Binary Classification in ~20 Lines

#include <CppNet/CppNet.hpp>
#include <iostream>

int main() {
    // Define layers
    CppNet::Layers::Linear layer1(30, 64, "fc1", true, true, "cpu-eigen", "xavier");
    CppNet::Layers::Linear layer2(64, 1,  "fc2", true, true, "cpu-eigen", "xavier");
    CppNet::Activations::ReLU relu("cpu-eigen");
    CppNet::Activations::Sigmoid sigmoid;

    // Loss & optimizer
    CppNet::Losses::BinaryCrossEntropy loss_fn("mean");
    CppNet::Optimizers::Adam optimizer;
    float lr = 0.001;

    // Training loop
    for (int epoch = 0; epoch < 100; ++epoch) {
        auto h = relu.forward(layer1.forward(X_train));
        auto pred = sigmoid.forward(layer2.forward(h));

        float loss = loss_fn.forward(pred, Y_train);
        auto grad = loss_fn.backward(pred, Y_train);

        grad = layer2.backward(sigmoid.backward(grad));
        layer1.backward(relu.backward(grad));

        layer2.step(optimizer, lr);
        layer1.step(optimizer, lr);

        std::cout << "Epoch " << epoch << " — Loss: " << loss << std::endl;
    }
    return 0;
}

Examples

Complete, self-contained programs that train on synthetic data — no downloads required.

MLP Classification

Multi-layer perceptron for 3-class spiral classification using SoftmaxCrossEntropy and Adam optimizer.

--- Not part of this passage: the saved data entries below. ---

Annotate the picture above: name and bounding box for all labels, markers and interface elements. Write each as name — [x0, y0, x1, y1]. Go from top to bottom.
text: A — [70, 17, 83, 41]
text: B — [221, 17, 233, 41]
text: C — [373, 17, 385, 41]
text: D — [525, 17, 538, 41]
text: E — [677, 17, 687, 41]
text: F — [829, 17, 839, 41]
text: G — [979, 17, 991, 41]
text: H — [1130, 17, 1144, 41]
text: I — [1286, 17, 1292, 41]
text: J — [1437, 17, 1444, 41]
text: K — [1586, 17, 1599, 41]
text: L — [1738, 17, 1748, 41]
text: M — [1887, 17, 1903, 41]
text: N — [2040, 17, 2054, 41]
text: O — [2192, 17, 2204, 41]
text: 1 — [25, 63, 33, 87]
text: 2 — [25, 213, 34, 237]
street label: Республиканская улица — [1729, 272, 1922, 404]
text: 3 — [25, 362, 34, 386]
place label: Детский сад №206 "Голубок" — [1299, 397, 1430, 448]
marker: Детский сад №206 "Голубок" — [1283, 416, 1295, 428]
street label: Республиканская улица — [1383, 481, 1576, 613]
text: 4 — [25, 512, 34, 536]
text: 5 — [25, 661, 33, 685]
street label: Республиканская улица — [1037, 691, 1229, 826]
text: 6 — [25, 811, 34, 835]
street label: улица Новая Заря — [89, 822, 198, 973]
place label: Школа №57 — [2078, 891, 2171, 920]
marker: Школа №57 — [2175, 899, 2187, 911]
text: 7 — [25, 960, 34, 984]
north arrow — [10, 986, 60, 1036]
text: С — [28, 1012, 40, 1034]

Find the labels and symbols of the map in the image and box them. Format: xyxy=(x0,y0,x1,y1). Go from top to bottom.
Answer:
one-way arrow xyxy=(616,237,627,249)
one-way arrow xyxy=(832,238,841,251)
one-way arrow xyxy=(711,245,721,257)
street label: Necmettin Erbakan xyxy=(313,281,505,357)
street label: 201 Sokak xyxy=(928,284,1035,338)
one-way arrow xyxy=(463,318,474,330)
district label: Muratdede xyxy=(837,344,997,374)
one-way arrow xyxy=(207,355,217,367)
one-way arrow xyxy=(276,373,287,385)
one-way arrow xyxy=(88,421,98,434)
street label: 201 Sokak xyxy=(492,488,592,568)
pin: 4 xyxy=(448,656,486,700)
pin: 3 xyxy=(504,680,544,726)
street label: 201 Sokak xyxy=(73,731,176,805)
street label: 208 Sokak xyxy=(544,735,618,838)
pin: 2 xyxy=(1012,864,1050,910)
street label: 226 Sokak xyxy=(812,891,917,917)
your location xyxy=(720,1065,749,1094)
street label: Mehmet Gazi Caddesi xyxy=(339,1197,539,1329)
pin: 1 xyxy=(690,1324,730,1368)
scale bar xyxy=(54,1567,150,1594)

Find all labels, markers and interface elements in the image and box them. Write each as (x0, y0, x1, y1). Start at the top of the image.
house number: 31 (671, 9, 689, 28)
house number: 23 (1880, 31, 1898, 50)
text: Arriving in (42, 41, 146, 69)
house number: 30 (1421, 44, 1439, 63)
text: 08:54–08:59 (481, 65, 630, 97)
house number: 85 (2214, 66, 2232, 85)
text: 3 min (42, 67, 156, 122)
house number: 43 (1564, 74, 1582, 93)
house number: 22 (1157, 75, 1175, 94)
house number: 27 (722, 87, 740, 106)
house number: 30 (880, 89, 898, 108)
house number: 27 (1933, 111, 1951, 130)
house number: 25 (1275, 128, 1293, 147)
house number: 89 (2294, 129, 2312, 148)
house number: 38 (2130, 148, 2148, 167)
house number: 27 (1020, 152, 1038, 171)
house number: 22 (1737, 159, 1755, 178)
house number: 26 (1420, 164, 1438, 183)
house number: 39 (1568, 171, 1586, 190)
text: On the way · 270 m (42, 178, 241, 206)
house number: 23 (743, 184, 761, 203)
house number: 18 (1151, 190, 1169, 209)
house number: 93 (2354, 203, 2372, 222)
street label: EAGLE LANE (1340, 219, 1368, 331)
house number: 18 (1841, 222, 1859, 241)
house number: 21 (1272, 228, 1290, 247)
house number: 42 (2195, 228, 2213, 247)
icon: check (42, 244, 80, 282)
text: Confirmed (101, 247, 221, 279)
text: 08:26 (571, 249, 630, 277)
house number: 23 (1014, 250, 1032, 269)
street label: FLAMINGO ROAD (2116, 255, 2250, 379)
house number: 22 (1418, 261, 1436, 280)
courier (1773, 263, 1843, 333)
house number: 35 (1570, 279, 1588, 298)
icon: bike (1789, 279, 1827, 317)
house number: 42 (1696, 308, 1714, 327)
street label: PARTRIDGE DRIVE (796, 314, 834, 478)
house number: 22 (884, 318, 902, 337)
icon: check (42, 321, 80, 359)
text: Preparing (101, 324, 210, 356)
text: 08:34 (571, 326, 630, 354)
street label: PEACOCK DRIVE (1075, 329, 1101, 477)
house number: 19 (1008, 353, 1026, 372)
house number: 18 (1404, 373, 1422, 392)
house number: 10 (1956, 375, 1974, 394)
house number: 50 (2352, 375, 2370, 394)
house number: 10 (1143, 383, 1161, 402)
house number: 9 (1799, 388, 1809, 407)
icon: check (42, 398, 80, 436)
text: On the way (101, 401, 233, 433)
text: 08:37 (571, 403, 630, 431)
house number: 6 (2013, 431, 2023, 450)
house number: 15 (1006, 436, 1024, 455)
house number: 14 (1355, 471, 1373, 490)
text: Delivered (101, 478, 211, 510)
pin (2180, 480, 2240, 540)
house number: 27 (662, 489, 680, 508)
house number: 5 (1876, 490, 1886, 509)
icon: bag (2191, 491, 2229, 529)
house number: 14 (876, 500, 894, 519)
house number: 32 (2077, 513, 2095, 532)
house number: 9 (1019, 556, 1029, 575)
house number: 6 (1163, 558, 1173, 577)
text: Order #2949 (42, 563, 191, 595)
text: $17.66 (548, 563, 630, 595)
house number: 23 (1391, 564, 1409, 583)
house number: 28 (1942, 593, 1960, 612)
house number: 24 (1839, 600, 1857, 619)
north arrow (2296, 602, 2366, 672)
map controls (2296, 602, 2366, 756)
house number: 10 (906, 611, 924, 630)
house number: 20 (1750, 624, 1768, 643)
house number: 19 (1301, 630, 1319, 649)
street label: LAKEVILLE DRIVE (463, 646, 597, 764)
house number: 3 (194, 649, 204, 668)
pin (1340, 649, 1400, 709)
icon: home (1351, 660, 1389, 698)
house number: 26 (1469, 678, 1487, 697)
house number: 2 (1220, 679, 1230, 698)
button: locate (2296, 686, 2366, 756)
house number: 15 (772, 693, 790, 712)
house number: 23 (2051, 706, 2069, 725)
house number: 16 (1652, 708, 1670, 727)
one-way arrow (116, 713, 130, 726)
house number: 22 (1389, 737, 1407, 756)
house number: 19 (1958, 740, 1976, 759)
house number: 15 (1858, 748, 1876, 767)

// Architecture: Linear(2,64) -> ReLU -> Linear(64,32) -> ReLU -> Linear(32,3)
auto linear1 = std::make_shared<Layers::Linear>(2, 64, "fc1", true, true, "cpu-eigen");
auto linear2 = std::make_shared<Layers::Linear>(64, 32, "fc2", true, true, "cpu-eigen");
auto linear3 = std::make_shared<Layers::Linear>(32, 3, "fc3", true, true, "cpu-eigen");

Activations::ReLU relu1("cpu-eigen");
Activations::ReLU relu2("cpu-eigen");
Losses::SoftmaxCrossEntropy loss;
Optimizers::Adam optimizer;

CNN Image Classification

Convolutional neural network classifying 8×8 synthetic stripe images (horizontal vs vertical) with Conv2D, MaxPool, and Flatten layers.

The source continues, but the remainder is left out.